The Wairarapa district of New Zealand occupies the south eastern corner of the North Island, east of Wellington and south of Hawke Bay. The area is lightly populated, having several rural service towns, with Masterton being the largest.
The district spans the administrative regions of Wellington and Hawke's Bay. Having been settled from both the north and west and been the subject of reorganisations of local government, the district's northern borders are vague and gradually blend into southern Hawke's Bay region. The area south of Mt. Bruce is always known as Wairarapa. The area to the north of Mt. Bruce is called the Tararua (with a district council of the same name) and is in the Manawatu-Wanganui region, because it feeds the headwaters of the Manawatu River, which cuts through a mountain range (Tararua to the south and Ruahine to the north) via the Manawatu Gorge to flow to the west coast of the North Island.

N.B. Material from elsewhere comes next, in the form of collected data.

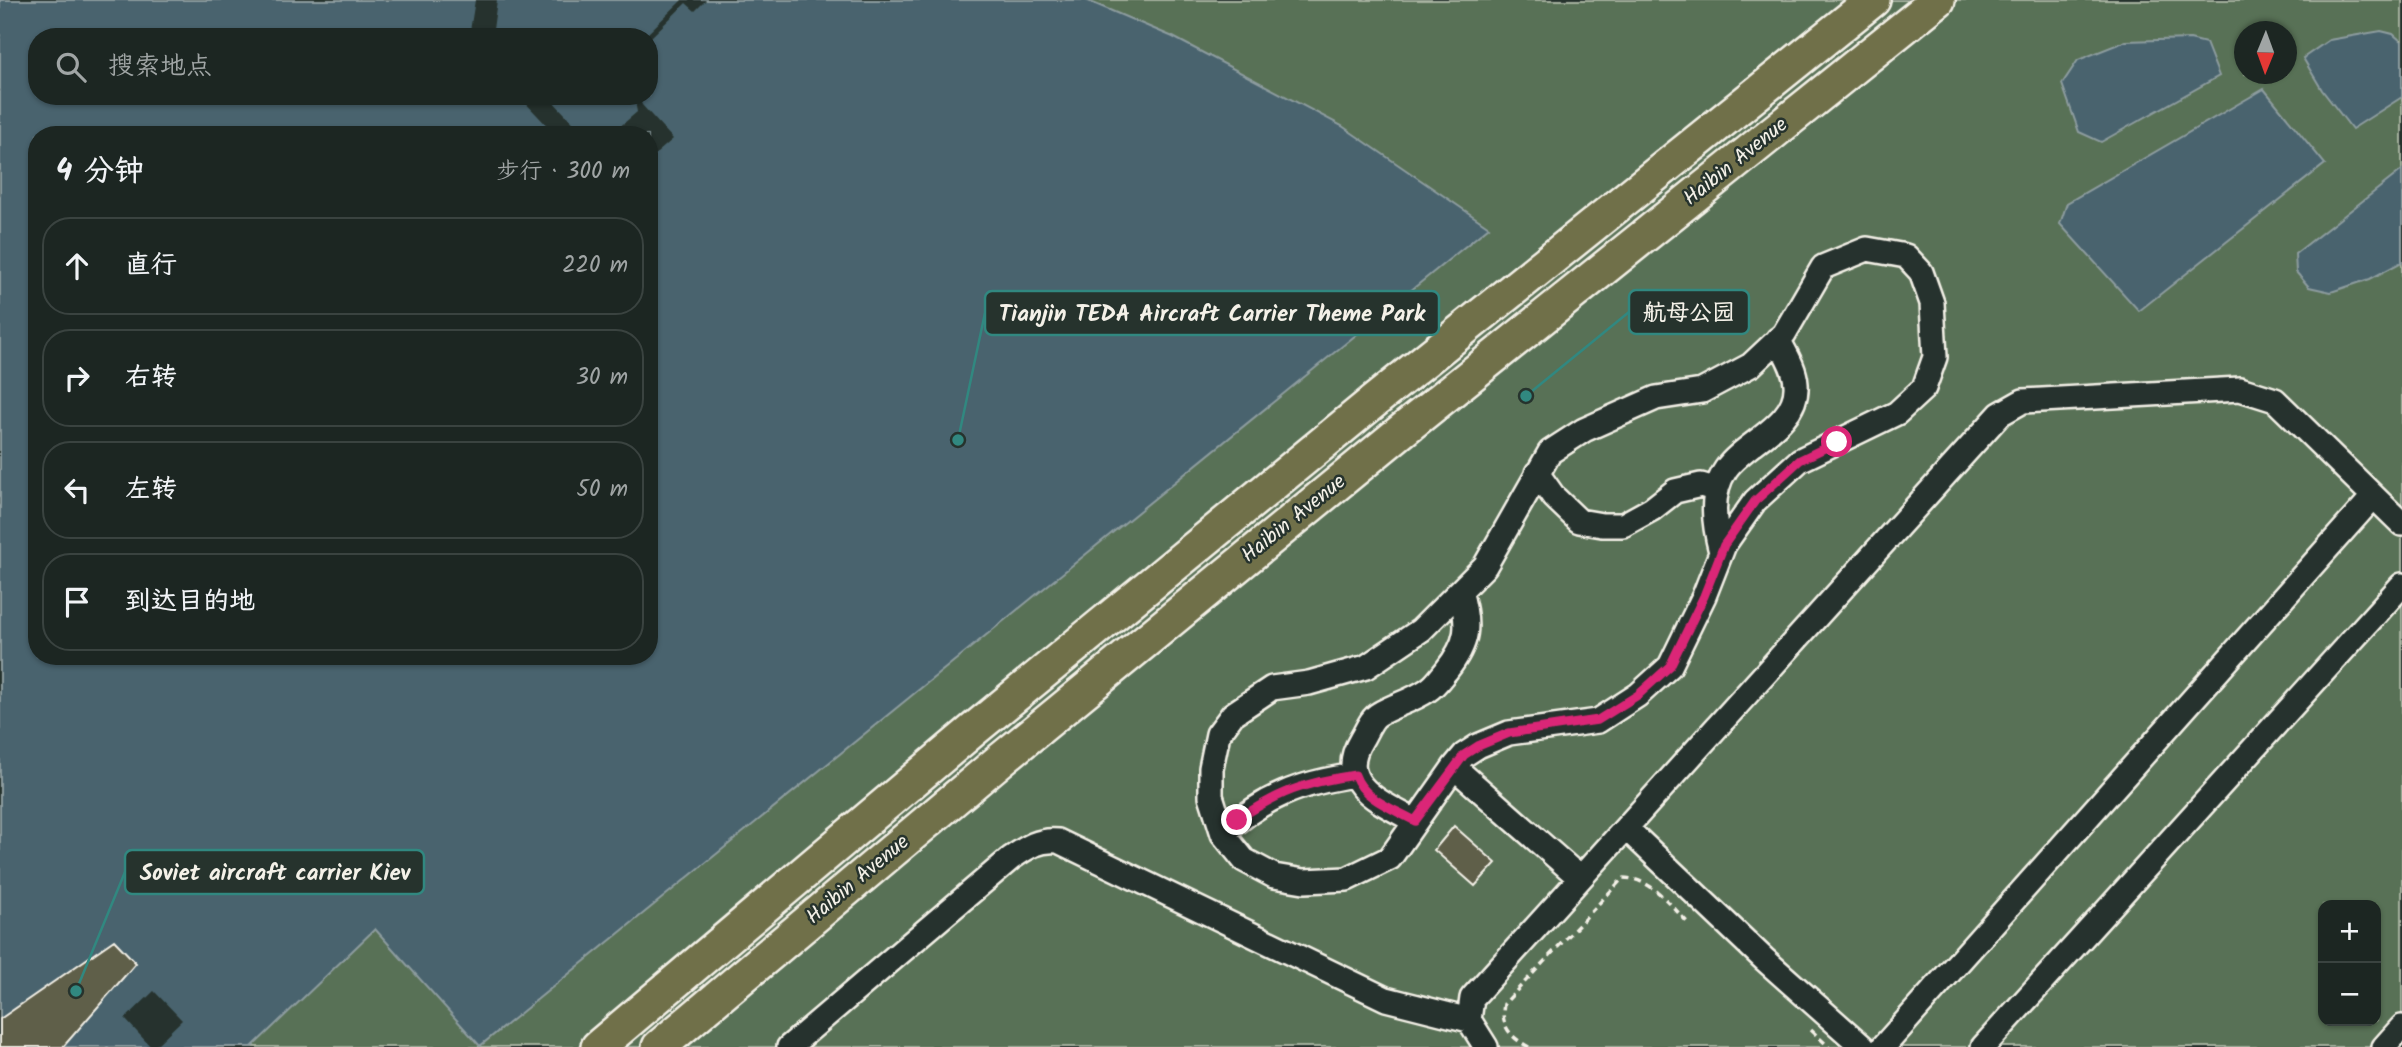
<!DOCTYPE html>
<html lang="zh">
<head>
<meta charset="utf-8">
<style>
  :root { --surface:#1c2622; --page:#252e2a; --text:#f1f3f6; --muted:#a0a5a5; --line:#3a4340 }
  body { margin:0; font-family:Kalam,"LXGW WenKai TC",sans-serif; background:var(--page); color:var(--text) }
  .controls { position:absolute; right:21px; bottom:21px; display:grid; overflow:hidden; border-radius:14px; box-shadow:0 2px 5px #0004 }
  .controls button { width:63px; height:63px; display:grid; place-items:center; padding:0; border:0; border-bottom:2px solid var(--line); background:var(--surface); color:var(--text); font:35px sans-serif }
  .compass { position:absolute; left:2234px; top:21px; width:63px; height:63px; border-radius:50%; background:var(--surface); box-shadow:0 2px 5px #0004; rotate:181deg }
  .stop { position:absolute; width:21px; height:21px; margin:-16px; border:5px solid #db2777; border-radius:50%; background:#fff }
  .stop.end { background:#db2777; border-color:#fff; box-shadow:0 2px 7px #0008 }
  .list { margin:0; padding:0; list-style:none }
  h2 { display:flex; justify-content:space-between; align-items:center; height:91px; margin:0; padding:0 28px; font-size:30px }
  h2 small { font-size:23px; font-weight:400; color:var(--muted) }
  .list li { display:grid; grid-template-columns:46px 1fr auto; gap:21px; align-items:center; box-sizing:border-box; height:98px; margin:0 14px 14px; padding:0 14px; border:2px solid var(--line); border-radius:28px }
  .list b { display:block; font-size:26px; white-space:nowrap }
  .list em { font-size:23px; font-style:normal; color:var(--muted) }
  .icon { flex:none; width:38px; height:38px; fill:none; stroke:currentColor; stroke-width:2; stroke-linecap:round; stroke-linejoin:round }
  .map { position:relative; flex:none; width:2402px; height:1047px; overflow:hidden }
  .search { position:absolute; background:var(--surface); box-shadow:0 2px 5px #0004; left:28px; top:28px; width:630px; height:77px; display:flex; align-items:center; gap:18px; box-sizing:border-box; padding:0 24px; border-radius:28px; color:var(--muted); font-size:26px }
  .panel { position:absolute; background:var(--surface); box-shadow:0 2px 5px #0004; left:28px; top:126px; width:630px; height:539px; border-radius:28px }
  .map>svg:first-child { display:block }
</style>
</head>
<body>
<div class="map">
<svg width="2402" height="1047" viewBox="0 0 2402 1047">
  <rect width="100%" height="100%" fill="#26332d"/>
  <filter id="ink" filterUnits="userSpaceOnUse"><feTurbulence type="fractalNoise" baseFrequency=".0143" numOctaves="2"/><feDisplacementMap in="SourceGraphic" scale="14" xChannelSelector="R" yChannelSelector="G"/><feConvolveMatrix kernelMatrix="1 2 1 2 8 2 1 2 1" color-interpolation-filters="sRGB"/></filter>
  <g filter="url(#ink)">
    <path fill="#597156" stroke="#a6b19f" stroke-width="2" fill-rule="evenodd" d="M0,0H2402V1047H0ZM2244,32H2286V74H2244ZM37,37H649V96H37ZM37,135H649V656H37ZM2323,905H2376V1021H2323Z"/>
    <path fill="#49646e" stroke="#8d9c9f" stroke-width="2" fill-rule="evenodd" d="M0,0H1086L1173,37L1342,126L1489,227L480,1046L375,929L252,1047H0ZM37,37H649V96H37ZM37,135H649V656H37Z
      M2381,31L2393,34L2402,42V97L2352,129L2322,90L2303,58L2329,40Z
      M2190,39L2206,43L2219,76L2101,142L2079,132L2062,84L2078,60L2126,41Z
      M2264,89L2325,164L2139,311L2060,224L2067,203Z
      M2402,170V262L2370,279L2331,292L2309,287L2296,272L2295,254Z"/>
    <path fill="#26332d" d="M475,0H497L492,37H469Z
      M682,0H706L695,11L686,3L649,39V37H644Z
      M519,96H548L583,133L598,135H556Z
      M634,96H639L642,105L673,139L649,160V135H610L637,112Z
      M154,991L182,1020L154,1047H151L125,1019Z"/>
    <path fill="#5f5e4a" stroke="#f4f1e8" stroke-width="2" d="M1454,826L1496,863L1475,886L1434,850Z
      M114,940L136,963L63,1047H0V1019Z"/>
    <g fill="none" stroke-linecap="round" stroke-linejoin="round">
      <defs>
        <path id="minor" d="M1537,473L1554,497L1579,521L1602,525H1623L1652,509L1675,491L1701,485L1717,490
          M1721,552C1714,525 1709,494 1726,469C1745,442 1799,424 1796,384C1795,368 1785,353 1778,339
          M1454,767L1464,755L1478,746L1509,733L1598,721L1638,695L1670,666L1704,596L1724,545L1755,501L1800,460L1897,413L1924,388L1935,357L1932,303L1921,272L1906,256L1867,249L1823,267L1784,334L1751,365L1702,391L1656,398L1584,430L1550,452L1485,566L1421,630L1366,667L1309,683L1272,688L1233,714L1218,734L1211,768V796L1223,834L1244,860L1274,876L1304,881L1347,879L1390,858L1454,767L1580,878
          M1415,821C1383,803 1334,785 1361,740C1366,732 1371,718 1379,714C1394,705 1412,701 1428,690C1435,686 1441,677 1446,671C1469,642 1470,626 1460,591
          M1626,828L1764,959L1863,1047
          M1223,834C1264,796 1301,783 1355,775
          M789,1047L1010,859C1026,848 1038,839 1058,841L1386,999L1469,1020
          M1486,1047L1469,1020L1472,998L2000,414L2023,401L2240,389L2275,400L2402,524
          M1883,1047L2373,497
          M1983,1047L2402,585
          M2384,1047L2402,1027"/>
        <path id="highway" d="M598,1047L972,731L1373,402L1873,0
          M659,1047L998,762L1399,433L1938,0"/>
      </defs>
      <use href="#minor" stroke="#f4f1e8" stroke-width="28"/>
      <use href="#highway" stroke="#f4f1e8" stroke-width="38"/>
      <path stroke="#f4f1e8" stroke-width="3.5" stroke-dasharray="7 5" stroke-linecap="butt" d="M1811,1030L1829,1047
        M1529,1047C1510,1037 1500,1026 1504,1004L1623,878C1652,878 1670,905 1690,925"/>
      <use href="#minor" stroke="#26332d" stroke-width="23"/>
      <use href="#highway" stroke="#70704a" stroke-width="33"/>
    </g>
  </g>
  <g fill="none" stroke-linecap="round" stroke-linejoin="round" filter="url(#ink)">
    <path stroke="#db2777" stroke-width="9" d="M1237,820C1278,792 1306,782 1355,775C1363,799 1394,809 1415,821L1464,755L1478,746L1509,733L1598,720L1638,695L1670,666L1704,596L1724,545L1755,501L1800,460L1837,442"/>
  </g>
  <g text-anchor="middle" dominant-baseline="central" stroke-width="5" stroke-linejoin="round" paint-order="stroke">
    <g font-size="21" fill="#f4f1e8" stroke="#26332d">
      <text transform="translate(1736 162) rotate(-39)">Haibin Avenue</text>
      <text transform="translate(1294 519) rotate(-39)">Haibin Avenue</text>
      <text transform="translate(858 880) rotate(-40)">Haibin Avenue</text>
    </g>
  </g>
  <path fill="none" stroke="#318880" stroke-width="2.5" d="M1526 396L1629 312M958 440L985 313M76 991L125 872"/>
  <g fill="#318880" stroke="#26332d" stroke-width="2.5">
    <circle cx="1526" cy="396" r="7"/>
    <circle cx="958" cy="440" r="7"/>
    <circle cx="76" cy="991" r="7"/>
  </g>
  <g fill="#26332d" stroke="#318880" stroke-width="2.5">
    <rect x="1629" y="290" width="120" height="44" rx="7"/>
    <rect x="985" y="291" width="454" height="44" rx="7"/>
    <rect x="125" y="850" width="299" height="44" rx="7"/>
  </g>
  <g font-size="23" text-anchor="middle" font-weight="bold" fill="#f4f1e8">
    <text x="1689" y="320">航母公园</text>
    <text x="1212" y="321">Tianjin TEDA Aircraft Carrier Theme Park</text>
    <text x="275" y="880">Soviet aircraft carrier Kiev</text>
  </g>
</svg>
<div class="controls">
<button>+</button>
<button>−</button>
</div>
<svg class="compass" viewBox="-18 -18 36 36"><path d="M0-13l5 13h-10z" fill="#e53935"/><path d="M0 13l5-13h-10z" fill="#a0a5a5"/></svg>
<div class="stop" style="left:1837px;top:442px"></div>
<div class="stop end" style="left:1237px;top:820px"></div>
<div class="search"><svg class="icon" aria-label="search" viewBox="0 0 24 24"><circle cx="10" cy="10" r="6"/><path d="M15 15l6 6"/></svg>搜索地点</div>
<section class="panel">
<h2>4 分钟<small>步行 · 300 m</small></h2>
<ul class="list">
<li><svg class="icon" aria-label="ahead" viewBox="0 0 24 24"><path d="M12 20V5M6 11l6-6 6 6"/></svg><div><b>直行</b></div><em>220 m</em></li>
<li><svg class="icon" aria-label="right" viewBox="0 0 24 24"><path d="M7 20v-9h11M14 6l5 5-5 5"/></svg><div><b>右转</b></div><em>30 m</em></li>
<li><svg class="icon" aria-label="left" viewBox="0 0 24 24"><path d="M17 20v-9H6M10 6l-5 5 5 5"/></svg><div><b>左转</b></div><em>50 m</em></li>
<li><svg class="icon" aria-label="arrive" viewBox="0 0 24 24"><path d="M6 21V4h12l-3 4 3 4H6"/></svg><div><b>到达目的地</b></div></li>
</ul>
</section>
</div>
</body>
</html>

The agricultural industries, including forestry, cropping, sheep and dairy farming are major land users. The area around Martinborough, in the south, is renowned for its vineyards and wine, while beer has been made at Mangatainoka, in the north, since 1889.
Many of New Zealand's endangered native birds can be seen at the National Wildlife Centre at Mt. Bruce, which lies just south of Eketahuna, considered by some to be the epitome of rural New Zealand towns.